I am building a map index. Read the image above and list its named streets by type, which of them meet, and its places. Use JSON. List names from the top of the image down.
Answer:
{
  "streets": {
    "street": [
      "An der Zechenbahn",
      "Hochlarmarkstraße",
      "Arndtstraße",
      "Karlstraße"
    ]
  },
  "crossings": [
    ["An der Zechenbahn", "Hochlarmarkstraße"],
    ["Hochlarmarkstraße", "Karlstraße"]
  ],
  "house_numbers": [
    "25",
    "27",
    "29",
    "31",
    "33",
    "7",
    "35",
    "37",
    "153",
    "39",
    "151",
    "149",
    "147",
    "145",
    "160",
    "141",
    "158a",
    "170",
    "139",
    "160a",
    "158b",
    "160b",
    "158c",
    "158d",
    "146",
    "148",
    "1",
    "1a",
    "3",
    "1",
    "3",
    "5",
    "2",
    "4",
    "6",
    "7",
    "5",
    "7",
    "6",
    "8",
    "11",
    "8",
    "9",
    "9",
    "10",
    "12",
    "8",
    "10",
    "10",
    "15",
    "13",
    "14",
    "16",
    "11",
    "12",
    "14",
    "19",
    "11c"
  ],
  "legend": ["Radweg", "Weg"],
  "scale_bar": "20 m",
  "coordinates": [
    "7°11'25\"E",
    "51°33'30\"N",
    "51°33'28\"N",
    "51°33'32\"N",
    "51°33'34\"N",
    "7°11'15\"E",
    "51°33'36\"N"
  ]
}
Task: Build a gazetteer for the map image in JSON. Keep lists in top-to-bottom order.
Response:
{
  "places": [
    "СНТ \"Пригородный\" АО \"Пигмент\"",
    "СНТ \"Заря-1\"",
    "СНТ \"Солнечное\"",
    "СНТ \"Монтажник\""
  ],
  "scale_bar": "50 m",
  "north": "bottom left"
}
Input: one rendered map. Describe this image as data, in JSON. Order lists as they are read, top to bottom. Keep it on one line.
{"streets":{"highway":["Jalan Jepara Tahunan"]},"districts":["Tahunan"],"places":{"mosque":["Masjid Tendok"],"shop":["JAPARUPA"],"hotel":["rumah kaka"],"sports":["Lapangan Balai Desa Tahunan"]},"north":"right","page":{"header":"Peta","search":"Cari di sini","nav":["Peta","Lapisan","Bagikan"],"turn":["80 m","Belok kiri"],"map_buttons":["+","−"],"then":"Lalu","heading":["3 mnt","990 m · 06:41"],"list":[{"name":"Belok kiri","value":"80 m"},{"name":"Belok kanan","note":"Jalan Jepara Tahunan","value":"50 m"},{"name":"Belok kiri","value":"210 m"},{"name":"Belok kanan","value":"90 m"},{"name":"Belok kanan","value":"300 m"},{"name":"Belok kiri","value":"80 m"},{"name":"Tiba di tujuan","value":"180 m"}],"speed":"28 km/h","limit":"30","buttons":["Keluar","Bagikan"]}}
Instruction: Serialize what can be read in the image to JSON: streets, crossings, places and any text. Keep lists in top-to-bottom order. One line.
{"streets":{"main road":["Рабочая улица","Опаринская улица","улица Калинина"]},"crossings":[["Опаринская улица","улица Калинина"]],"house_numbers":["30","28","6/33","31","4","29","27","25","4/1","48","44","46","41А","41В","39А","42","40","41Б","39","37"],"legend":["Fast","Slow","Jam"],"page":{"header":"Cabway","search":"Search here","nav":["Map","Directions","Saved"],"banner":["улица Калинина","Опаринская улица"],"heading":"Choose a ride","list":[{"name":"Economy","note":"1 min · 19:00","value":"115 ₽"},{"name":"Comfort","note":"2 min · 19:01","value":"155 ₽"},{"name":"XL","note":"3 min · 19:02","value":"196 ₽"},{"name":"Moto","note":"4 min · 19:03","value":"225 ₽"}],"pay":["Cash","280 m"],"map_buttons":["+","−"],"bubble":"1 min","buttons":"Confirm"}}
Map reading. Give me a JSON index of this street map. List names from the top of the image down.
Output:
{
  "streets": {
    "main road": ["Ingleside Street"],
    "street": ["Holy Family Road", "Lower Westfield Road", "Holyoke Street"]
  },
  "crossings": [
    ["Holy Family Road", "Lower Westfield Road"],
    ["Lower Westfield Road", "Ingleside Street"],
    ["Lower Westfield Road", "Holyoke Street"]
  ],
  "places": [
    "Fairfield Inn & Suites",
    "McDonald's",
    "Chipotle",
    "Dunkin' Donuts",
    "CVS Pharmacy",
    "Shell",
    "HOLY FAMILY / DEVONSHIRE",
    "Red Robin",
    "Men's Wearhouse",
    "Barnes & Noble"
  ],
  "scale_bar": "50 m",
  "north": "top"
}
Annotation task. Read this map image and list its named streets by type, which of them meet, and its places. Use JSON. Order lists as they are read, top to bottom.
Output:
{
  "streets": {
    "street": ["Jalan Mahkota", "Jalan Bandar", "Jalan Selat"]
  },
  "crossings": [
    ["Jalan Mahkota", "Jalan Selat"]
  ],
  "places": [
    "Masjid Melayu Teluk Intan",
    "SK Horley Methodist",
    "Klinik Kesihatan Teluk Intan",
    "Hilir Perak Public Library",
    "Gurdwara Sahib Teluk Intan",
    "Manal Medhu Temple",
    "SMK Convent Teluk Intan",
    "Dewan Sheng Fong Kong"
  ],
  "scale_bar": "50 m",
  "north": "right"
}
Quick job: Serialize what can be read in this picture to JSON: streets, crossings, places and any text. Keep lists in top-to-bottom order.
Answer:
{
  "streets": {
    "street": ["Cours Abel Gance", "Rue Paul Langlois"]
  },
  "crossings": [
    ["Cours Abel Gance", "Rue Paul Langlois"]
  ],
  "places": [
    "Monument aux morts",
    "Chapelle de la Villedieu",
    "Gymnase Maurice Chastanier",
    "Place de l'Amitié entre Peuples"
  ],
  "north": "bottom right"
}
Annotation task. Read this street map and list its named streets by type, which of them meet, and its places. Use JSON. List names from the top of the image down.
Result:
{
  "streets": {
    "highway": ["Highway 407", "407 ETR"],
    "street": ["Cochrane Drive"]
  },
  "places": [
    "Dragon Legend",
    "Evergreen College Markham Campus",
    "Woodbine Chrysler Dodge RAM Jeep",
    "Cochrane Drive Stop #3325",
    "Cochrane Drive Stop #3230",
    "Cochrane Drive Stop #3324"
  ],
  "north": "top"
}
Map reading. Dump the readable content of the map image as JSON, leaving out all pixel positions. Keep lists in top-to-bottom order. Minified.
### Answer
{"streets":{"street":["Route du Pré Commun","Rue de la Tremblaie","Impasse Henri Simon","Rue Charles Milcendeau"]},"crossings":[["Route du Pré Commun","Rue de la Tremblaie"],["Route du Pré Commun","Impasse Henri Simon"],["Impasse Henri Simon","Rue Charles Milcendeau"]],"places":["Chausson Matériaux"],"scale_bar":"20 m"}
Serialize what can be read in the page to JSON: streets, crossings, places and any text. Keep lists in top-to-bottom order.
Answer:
============
TASK TO CARRY OUT: The records shown above should be given again word for word.

THE ANSWER:
I am building a map index. Read the image above and list its named streets by type, which of them meet, and its places. Use JSON. List names from the top of the image down.
Answer:
{
  "streets": {
    "street": [
      "An der Zechenbahn",
      "Hochlarmarkstraße",
      "Arndtstraße",
      "Karlstraße"
    ]
  },
  "crossings": [
    ["An der Zechenbahn", "Hochlarmarkstraße"],
    ["Hochlarmarkstraße", "Karlstraße"]
  ],
  "house_numbers": [
    "25",
    "27",
    "29",
    "31",
    "33",
    "7",
    "35",
    "37",
    "153",
    "39",
    "151",
    "149",
    "147",
    "145",
    "160",
    "141",
    "158a",
    "170",
    "139",
    "160a",
    "158b",
    "160b",
    "158c",
    "158d",
    "146",
    "148",
    "1",
    "1a",
    "3",
    "1",
    "3",
    "5",
    "2",
    "4",
    "6",
    "7",
    "5",
    "7",
    "6",
    "8",
    "11",
    "8",
    "9",
    "9",
    "10",
    "12",
    "8",
    "10",
    "10",
    "15",
    "13",
    "14",
    "16",
    "11",
    "12",
    "14",
    "19",
    "11c"
  ],
  "legend": ["Radweg", "Weg"],
  "scale_bar": "20 m",
  "coordinates": [
    "7°11'25\"E",
    "51°33'30\"N",
    "51°33'28\"N",
    "51°33'32\"N",
    "51°33'34\"N",
    "7°11'15\"E",
    "51°33'36\"N"
  ]
}
Task: Build a gazetteer for the map image in JSON. Keep lists in top-to-bottom order.
Response:
{
  "places": [
    "СНТ \"Пригородный\" АО \"Пигмент\"",
    "СНТ \"Заря-1\"",
    "СНТ \"Солнечное\"",
    "СНТ \"Монтажник\""
  ],
  "scale_bar": "50 m",
  "north": "bottom left"
}
Input: one rendered map. Describe this image as data, in JSON. Order lists as they are read, top to bottom. Keep it on one line.
{"streets":{"highway":["Jalan Jepara Tahunan"]},"districts":["Tahunan"],"places":{"mosque":["Masjid Tendok"],"shop":["JAPARUPA"],"hotel":["rumah kaka"],"sports":["Lapangan Balai Desa Tahunan"]},"north":"right","page":{"header":"Peta","search":"Cari di sini","nav":["Peta","Lapisan","Bagikan"],"turn":["80 m","Belok kiri"],"map_buttons":["+","−"],"then":"Lalu","heading":["3 mnt","990 m · 06:41"],"list":[{"name":"Belok kiri","value":"80 m"},{"name":"Belok kanan","note":"Jalan Jepara Tahunan","value":"50 m"},{"name":"Belok kiri","value":"210 m"},{"name":"Belok kanan","value":"90 m"},{"name":"Belok kanan","value":"300 m"},{"name":"Belok kiri","value":"80 m"},{"name":"Tiba di tujuan","value":"180 m"}],"speed":"28 km/h","limit":"30","buttons":["Keluar","Bagikan"]}}
Instruction: Serialize what can be read in the image to JSON: streets, crossings, places and any text. Keep lists in top-to-bottom order. One line.
{"streets":{"main road":["Рабочая улица","Опаринская улица","улица Калинина"]},"crossings":[["Опаринская улица","улица Калинина"]],"house_numbers":["30","28","6/33","31","4","29","27","25","4/1","48","44","46","41А","41В","39А","42","40","41Б","39","37"],"legend":["Fast","Slow","Jam"],"page":{"header":"Cabway","search":"Search here","nav":["Map","Directions","Saved"],"banner":["улица Калинина","Опаринская улица"],"heading":"Choose a ride","list":[{"name":"Economy","note":"1 min · 19:00","value":"115 ₽"},{"name":"Comfort","note":"2 min · 19:01","value":"155 ₽"},{"name":"XL","note":"3 min · 19:02","value":"196 ₽"},{"name":"Moto","note":"4 min · 19:03","value":"225 ₽"}],"pay":["Cash","280 m"],"map_buttons":["+","−"],"bubble":"1 min","buttons":"Confirm"}}
Map reading. Give me a JSON index of this street map. List names from the top of the image down.
Output:
{
  "streets": {
    "main road": ["Ingleside Street"],
    "street": ["Holy Family Road", "Lower Westfield Road", "Holyoke Street"]
  },
  "crossings": [
    ["Holy Family Road", "Lower Westfield Road"],
    ["Lower Westfield Road", "Ingleside Street"],
    ["Lower Westfield Road", "Holyoke Street"]
  ],
  "places": [
    "Fairfield Inn & Suites",
    "McDonald's",
    "Chipotle",
    "Dunkin' Donuts",
    "CVS Pharmacy",
    "Shell",
    "HOLY FAMILY / DEVONSHIRE",
    "Red Robin",
    "Men's Wearhouse",
    "Barnes & Noble"
  ],
  "scale_bar": "50 m",
  "north": "top"
}
Annotation task. Read this map image and list its named streets by type, which of them meet, and its places. Use JSON. Order lists as they are read, top to bottom.
Output:
{
  "streets": {
    "street": ["Jalan Mahkota", "Jalan Bandar", "Jalan Selat"]
  },
  "crossings": [
    ["Jalan Mahkota", "Jalan Selat"]
  ],
  "places": [
    "Masjid Melayu Teluk Intan",
    "SK Horley Methodist",
    "Klinik Kesihatan Teluk Intan",
    "Hilir Perak Public Library",
    "Gurdwara Sahib Teluk Intan",
    "Manal Medhu Temple",
    "SMK Convent Teluk Intan",
    "Dewan Sheng Fong Kong"
  ],
  "scale_bar": "50 m",
  "north": "right"
}
Quick job: Serialize what can be read in this picture to JSON: streets, crossings, places and any text. Keep lists in top-to-bottom order.
Answer:
{
  "streets": {
    "street": ["Cours Abel Gance", "Rue Paul Langlois"]
  },
  "crossings": [
    ["Cours Abel Gance", "Rue Paul Langlois"]
  ],
  "places": [
    "Monument aux morts",
    "Chapelle de la Villedieu",
    "Gymnase Maurice Chastanier",
    "Place de l'Amitié entre Peuples"
  ],
  "north": "bottom right"
}
Annotation task. Read this street map and list its named streets by type, which of them meet, and its places. Use JSON. List names from the top of the image down.
Result:
{
  "streets": {
    "highway": ["Highway 407", "407 ETR"],
    "street": ["Cochrane Drive"]
  },
  "places": [
    "Dragon Legend",
    "Evergreen College Markham Campus",
    "Woodbine Chrysler Dodge RAM Jeep",
    "Cochrane Drive Stop #3325",
    "Cochrane Drive Stop #3230",
    "Cochrane Drive Stop #3324"
  ],
  "north": "top"
}
Map reading. Dump the readable content of the map image as JSON, leaving out all pixel positions. Keep lists in top-to-bottom order. Minified.
### Answer
{"streets":{"street":["Route du Pré Commun","Rue de la Tremblaie","Impasse Henri Simon","Rue Charles Milcendeau"]},"crossings":[["Route du Pré Commun","Rue de la Tremblaie"],["Route du Pré Commun","Impasse Henri Simon"],["Impasse Henri Simon","Rue Charles Milcendeau"]],"places":["Chausson Matériaux"],"scale_bar":"20 m"}
Serialize what can be read in the page to JSON: streets, crossings, places and any text. Keep lists in top-to-bottom order.
Answer:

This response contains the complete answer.